十二月中旬的新安城,被恐懼籠罩。


    城外的廝殺聲響了一夜,將城中的新安居民嚇得不輕。


    就算到了太陽高掛天空,城外喊殺聲平靜下來的時候,他們也不敢出門,隻躲在家中瑟瑟發抖,私下猜測城外發生的事情。


    “不會是楚軍將那幾萬秦人全部殺了吧?”


    “全部殺了?不可能吧,楚人這麽殘忍嗎?”


    “說不準啊,這支秦軍之前在曹陽殺了好多楚人,之後一路南下楚地殺戮也不小,今日楚軍對他們報複也不是沒有可能。”


    新安居民各種猜測。


    而作為議論中心的項梁,則是滿臉鐵青,他將項羽召入帳中當場怒斥:“秦人暴動,我自圍壘而誅。等那些反抗之人死後,餘眾自當臣服。你帶兵殺入秦營做什麽?這不是白造殺戮嗎?”

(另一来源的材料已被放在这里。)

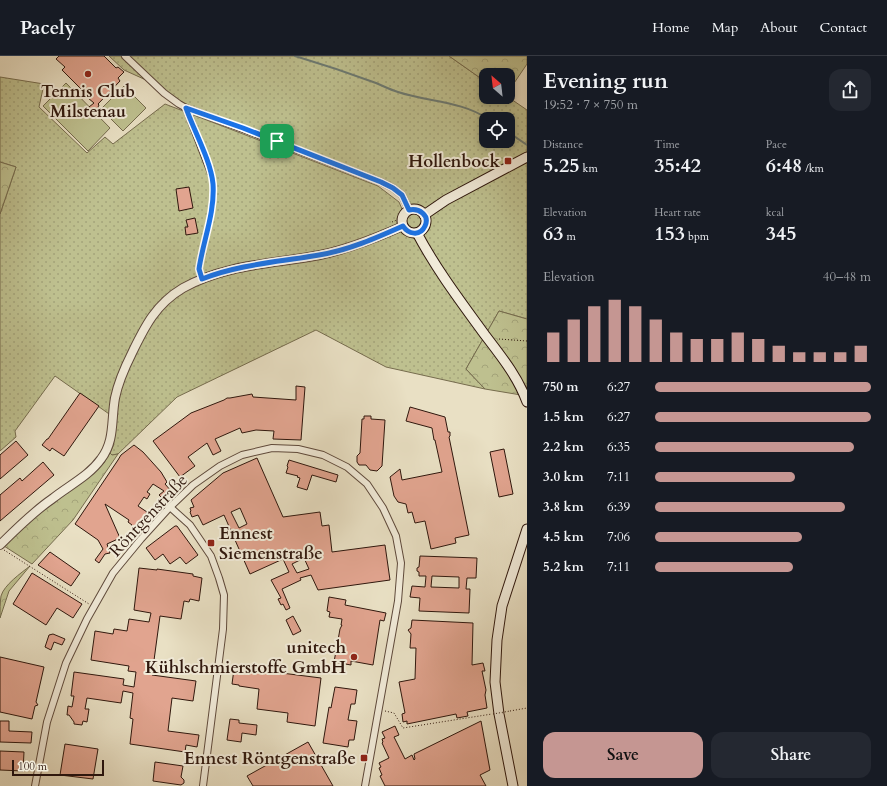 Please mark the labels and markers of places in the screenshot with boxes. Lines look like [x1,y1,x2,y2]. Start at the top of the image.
marker: Tennis Club Milstenau [83,69,93,79]
place label: Tennis Club Milstenau [41,80,135,123]
pin [260,124,294,158]
place label: Hollenbock [408,150,500,173]
marker: Hollenbock [503,156,513,166]
place label: Ennest Siemenstraße [219,522,323,565]
marker: Ennest Siemenstraße [206,538,216,548]
place label: unitech Kühlschmierstoffe GmbH [145,636,346,679]
marker: unitech Kühlschmierstoffe GmbH [349,652,359,662]
place label: Ennest Röntgenstraße [184,747,356,770]
marker: Ennest Röntgenstraße [359,753,369,763]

    項羽卻昂聲道:“秦楚世仇,兩國廝殺上百年,不僅是吾等楚人惡秦,那些秦人同樣恨吾等。叔父不會以為這些秦人能真心臣服吧?既然仇恨難以消弭,叔父又不願將他們盡數擊殺,唯有以殺震懾,殺到秦人不敢反抗,殺到他們乖乖聽從吾等的命令迴到楚地去做奴仆,這才是真正的上策!”


    見項羽搬出一套邏輯來反駁自己的話。


    項梁氣道:“你不過是嗜殺罷了,怎得還言這濫殺帶來的好處。”


    眼見叔侄二人即將發生衝突,知道二人脾氣都不太好的範增忙開口勸架。


    “項王息怒,現在事情已經發生,再說這些也無用。且老夫剛才思慮,項將軍所言不是沒有道理。昨夜所殺眾多,但也確實震懾了秦人之心。如今正好借助屠殺之威,將剩下的秦人押赴楚地,以免在這韓地夜長夢多。”

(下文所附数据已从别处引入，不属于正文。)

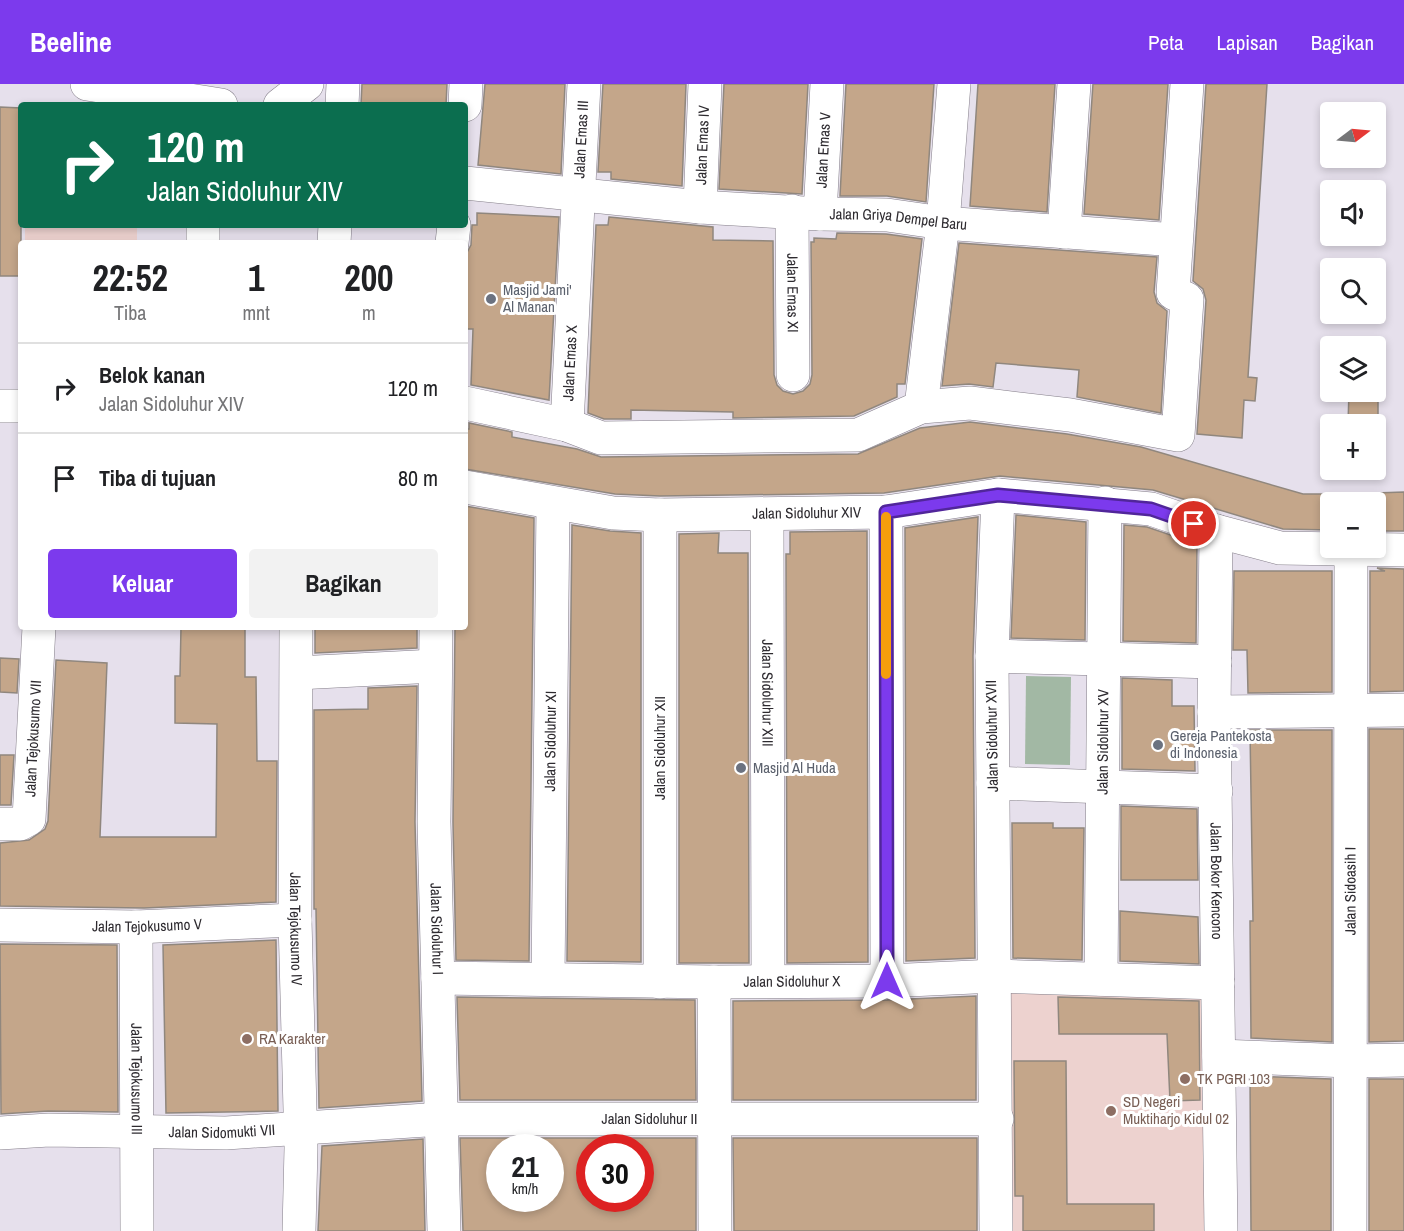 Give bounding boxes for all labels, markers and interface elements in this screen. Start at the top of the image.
text: Beeline [30,23,112,61]
text: Peta [1148,28,1184,57]
text: Lapisan [1217,28,1278,57]
text: Bagikan [1311,28,1374,57]
street label: Jalan Emas III [568,100,593,179]
north arrow [1320,102,1386,168]
map controls [1320,102,1386,558]
street label: Jalan Emas IV [690,104,714,185]
street label: Jalan Emas V [810,111,836,189]
text: 120 m [147,119,245,175]
icon: right [48,126,126,204]
text: Jalan Sidoluhur XIV [147,173,343,209]
button: sound [1320,180,1386,246]
street label: Jalan Griya Dempel Baru [829,203,968,235]
street label: Jalan Emas XI [782,253,804,333]
text: 22:52 [92,254,168,302]
text: 1 [248,254,264,302]
text: 200 [344,254,394,302]
button: search [1320,258,1386,324]
place label: Masjid Jami' Al Manan [502,279,572,317]
marker: Masjid Jami' Al Manan [484,292,498,306]
text: Tiba [114,299,146,326]
text: mnt [242,299,270,326]
text: m [362,299,376,326]
street label: Jalan Emas X [557,324,582,402]
button: layers [1320,336,1386,402]
text: Belok kanan [99,360,205,390]
icon: right [48,372,81,405]
text: 120 m [388,373,438,403]
text: Jalan Sidoluhur XIV [99,390,244,417]
button: + [1320,414,1386,480]
icon: arrive [48,462,81,495]
text: Tiba di tujuan [99,463,216,493]
text: 80 m [398,463,438,493]
button: − [1320,492,1386,558]
pin [1168,498,1219,549]
street label: Jalan Sidoluhur XIV [752,501,862,524]
icon: arrive [1177,507,1210,540]
button: Keluar [48,549,237,618]
button: Bagikan [249,549,438,618]
street label: Jalan Sidoluhur XIII [757,639,778,747]
street label: Jalan Tejokusumo VII [19,680,46,797]
street label: Jalan Sidoluhur XVII [980,680,1003,792]
street label: Jalan Sidoluhur XV [1092,688,1113,795]
street label: Jalan Sidoluhur XI [539,691,561,791]
street label: Jalan Sidoluhur XII [649,696,670,800]
place label: Gereja Pantekosta di Indonesia [1170,725,1272,763]
marker: Gereja Pantekosta di Indonesia [1151,738,1165,752]
place label: Masjid Al Huda [753,757,836,778]
marker: Masjid Al Huda [734,761,748,775]
street label: Jalan Bokor Kencono [1205,822,1228,940]
street label: Jalan Sidoasih I [1339,847,1361,935]
street label: Jalan Tejokusumo IV [285,872,308,987]
street label: Jalan Sidoluhur I [425,883,449,975]
street label: Jalan Tejokusumo V [92,913,203,937]
position arrow [855,949,919,1013]
street label: Jalan Sidoluhur X [743,970,841,992]
street label: Jalan Tejokusumo III [126,1023,148,1135]
place label: RA Karakter [259,1028,325,1049]
marker: RA Karakter [240,1032,254,1046]
place label: TK PGRI 103 [1197,1068,1270,1089]
marker: TK PGRI 103 [1178,1072,1192,1086]
place label: SD Negeri Muktiharjo Kidul 02 [1123,1091,1229,1129]
marker: SD Negeri Muktiharjo Kidul 02 [1104,1104,1118,1118]
street label: Jalan Sidoluhur II [602,1108,697,1129]
street label: Jalan Sidomukti VII [168,1119,276,1143]
speed limit sign: 30 [576,1134,654,1212]
text: 21 [511,1146,539,1186]
text: km/h [512,1178,538,1199]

    聽到範增打圓場,項梁再度狠狠瞪了項羽一眼,沒有再在該不該屠殺的事情上糾結。


    “既如此,那今日便押送秦人南下。還有唐國那邊……”


    項梁略一思索,道:“讓鍾離眛率其部封鎖新安到澠池之間的道路,若是唐國遣使來問,便言我軍有人反叛,正在沿路清剿,讓唐人勿要管我楚國之事。”


    主將軍令下達,楚軍各部就開始行動起來。


    章邯、楊熊等秦將被項梁以保護為名控製,身側各有一隊楚卒監視看護,讓他們無法與其他人接觸,徹底失去反抗能力。


    “今日之後,吾等將為秦人所怨也。”


    “早知如此,還不如就在滎陽與項梁死戰,也好過今日之事啊!”


    章邯、楊熊等人悔不當初,滿地的屍體刺得他們眼痛心悲。


    至於剩下的近四萬降卒,被拿著劍戟的楚軍驅趕集合,一條繩栓上幾十個人,徹底斷絕他們反抗的能力。


    因為有了深夜暴動的事情,這些秦卒的未來也很明顯了,他們被送到楚地後幾乎不可能被當做平民對待,多半是作為奴隸處置。


    一夜屠殺,所有敢反抗的秦人幾乎被殺絕,滿地的屍體讓剩下的秦人心生恐懼,為了保全性命隻能屈從於楚軍的刀劍下。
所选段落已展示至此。